On September 11, 2001, our country was attacked in a horrific way.  Many of us watched mesmerized as thousands of our countrymen perished in the collapsing buildings and plane wreckage.  That day was a turning point.  Our national hearts were stirred once again.  Unfortunately, soon after, the 9/11 spectacle was replaced on our televisions and computer screens with more current affairs.  We all detached ourselves from the most devastating event in our countries’ history in the last 50 years because it didn’t directly impact our complacent lives.  There was no rationing needed.  Prices remained relatively stable.  No one except the families of the victims had to sacrifice their day to day lives, thus what should have unified our country actually further segregated us.  Our economy took a nose dive, greed and corruption were exposed in our financial institutions and apathy for the war Iraq and Afghanistan divided our nation politically.  Today, the rich continue to get richer, the poor remain poor, and what was once a stable middle class family, now has to rely on savings and frugality in order to maintain a modest living.  Despite the fact that we all witnessed how quickly the world can change in a matter of minutes, none of us seem willing to commit ourselves to solving the problems exposed by that cataclysmic event. 

What we need is to believe in each other again and support each other as Americans from the greatest nation on the Earth.  The nation our fathers and mother, grandfathers and grandmothers sacrificed so much to protect and rebuild.  We need to be diligent about choosing locally made goods and services and stop relying on foreign imports of oil, goods, and services.  Our nation is being sold lock, stock and barrel to the highest bidder and we are all standing by watching, mesmerized.  This attack is not coming from hijacked planes though, but from corporate greed and foreign outsourcing.  We have the resources, the ingenuity, and the man power to regain our strength as a nation but to do so, we have to put aside our selfish, capitalistic, corporate dictated mentality and become a nation who is not only proud of its heritage but one that is willing to sacrifice the allure cheaper goods and labor in favor of domestically made products and services produced by small businesses.

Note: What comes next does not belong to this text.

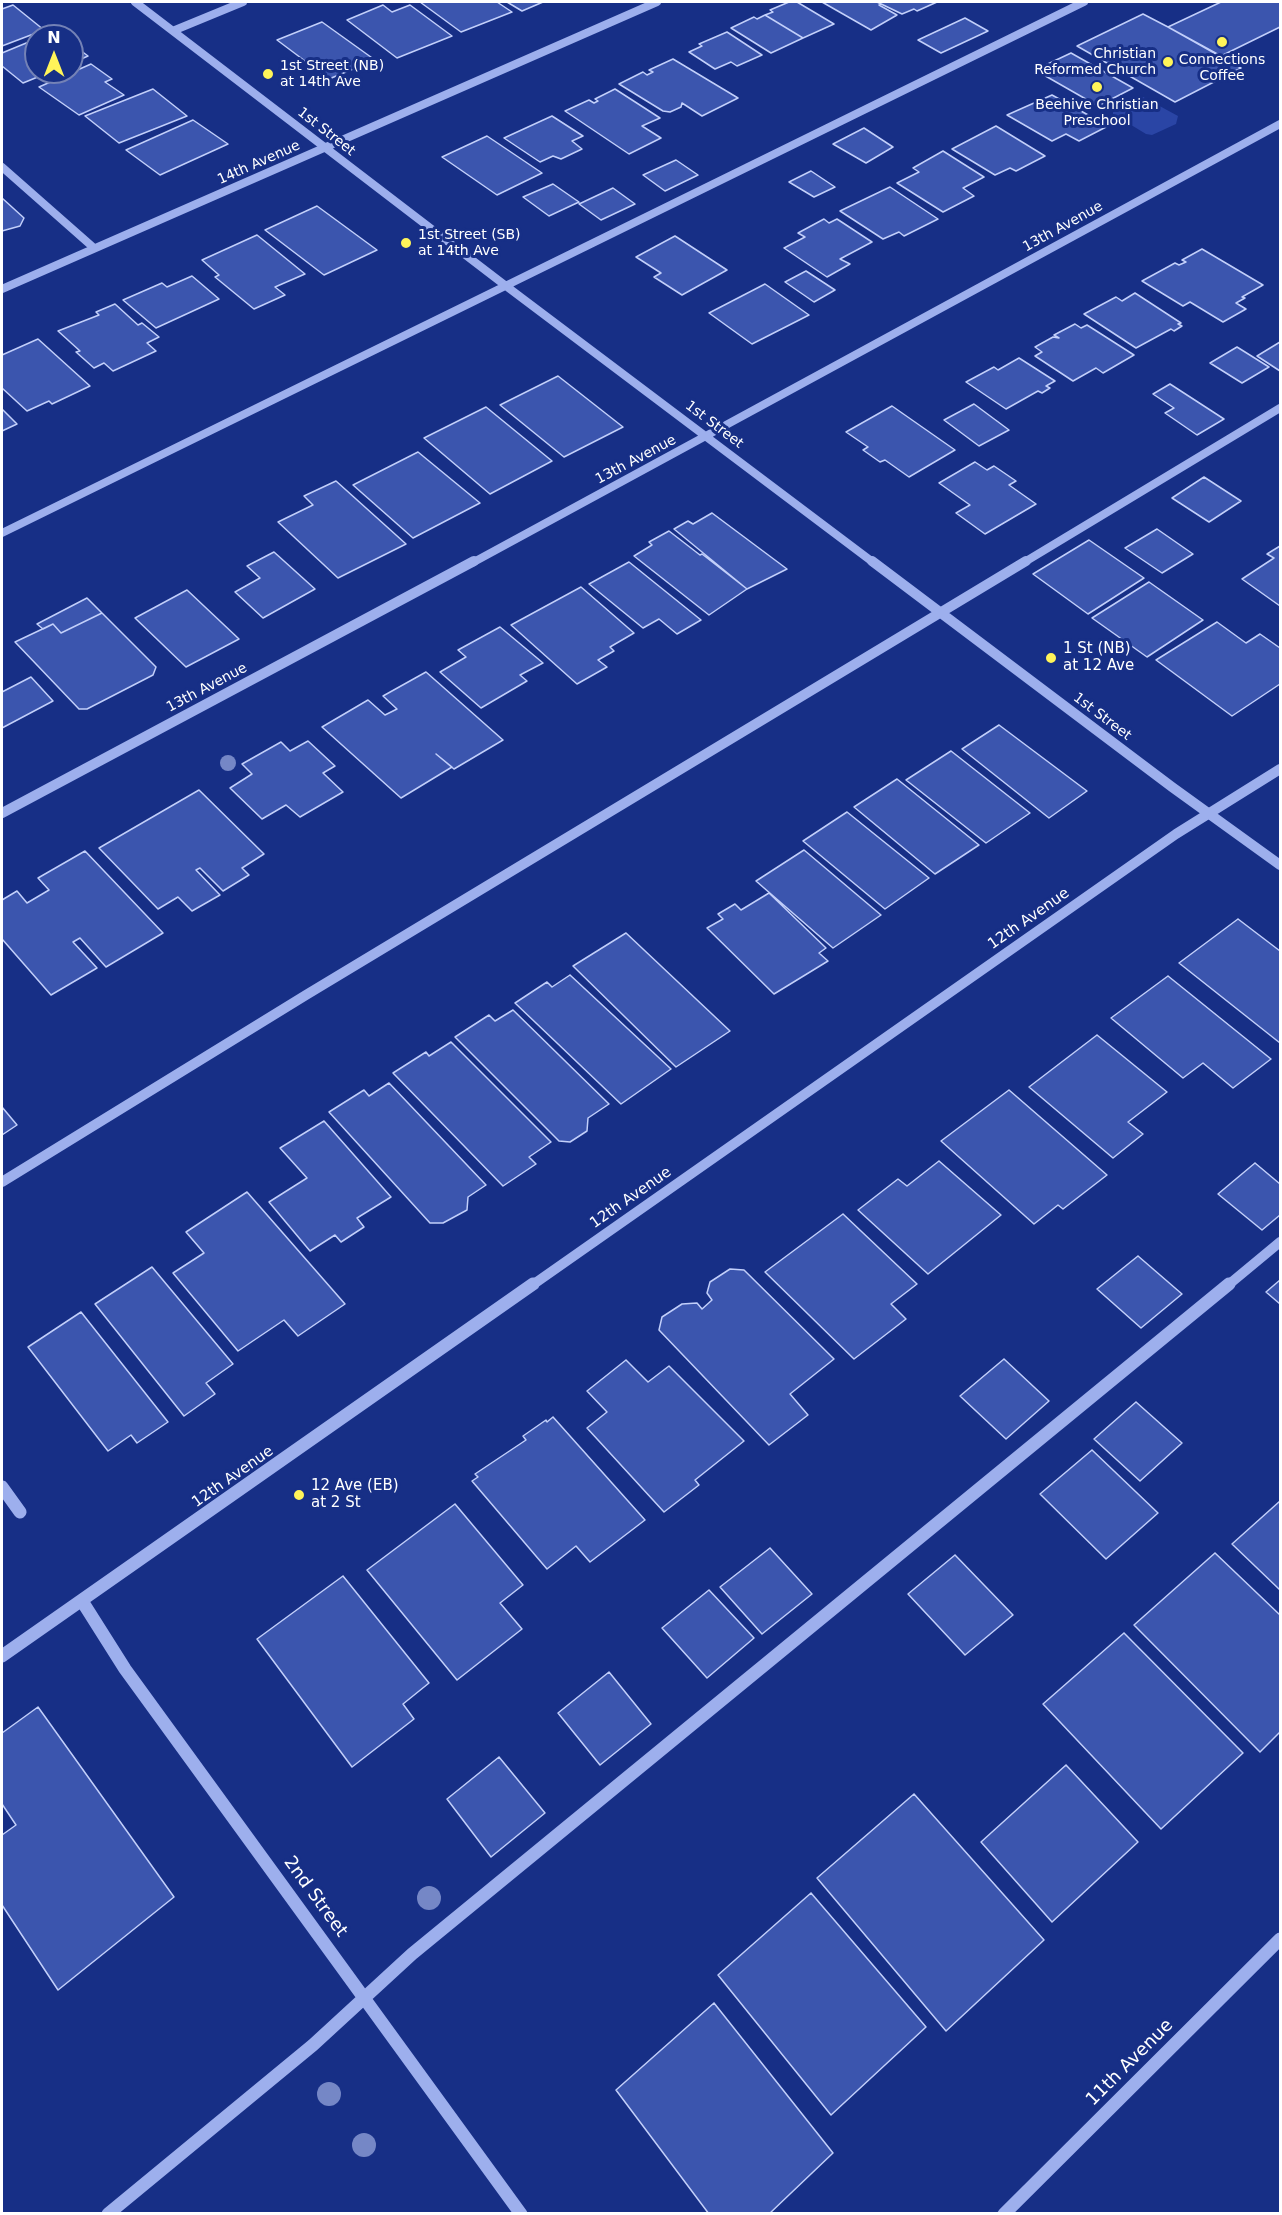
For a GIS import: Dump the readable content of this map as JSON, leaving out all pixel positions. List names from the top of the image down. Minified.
{"streets":{"street":["1st Street","14th Avenue","13th Avenue","12th Avenue","2nd Street","11th Avenue"]},"crossings":[["1st Street","14th Avenue"],["1st Street","13th Avenue"],["1st Street","12th Avenue"],["12th Avenue","2nd Street"]],"places":["Connections Coffee","Christian Reformed Church","1st Street (NB) at 14th Ave","Beehive Christian Preschool","1st Street (SB) at 14th Ave","1 St (NB) at 12 Ave","12 Ave (EB) at 2 St"],"north":"top"}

What I am proposing this holiday season is simple.  Instead of purchasing mountains of Chinese made electronics and plastics, or boxes full of sweatshop produced clothing that support corporate excess; buy into local small businesses and domestic entrepreneurs.  Purchase your friends and family members gifts made by hand in this country.  Give gift certificates that support service industries like hair stylists, personal trainers, and massage therapists!  With near double-digit unemployment in this country, it is time for Americans to unite behind one another and make a stand in favor of quality not quantity.  Share the wealth at home this holiday season and keep it out of the pockets of foreign millionaires.  You’ll be putting food in the mouths of your neighbors.  You’ll be buying clothes for the children in “your” child’s classes.  You’ll be making a difference in the lives of people in your home town who really need it most.  Your hard earned dollars become their hard earned dollars.  It our turn to be the heroes and protect the freedoms that our ancestors fought and died for.  Keep your dollars in America this year! 
God Bless You and God Bless America!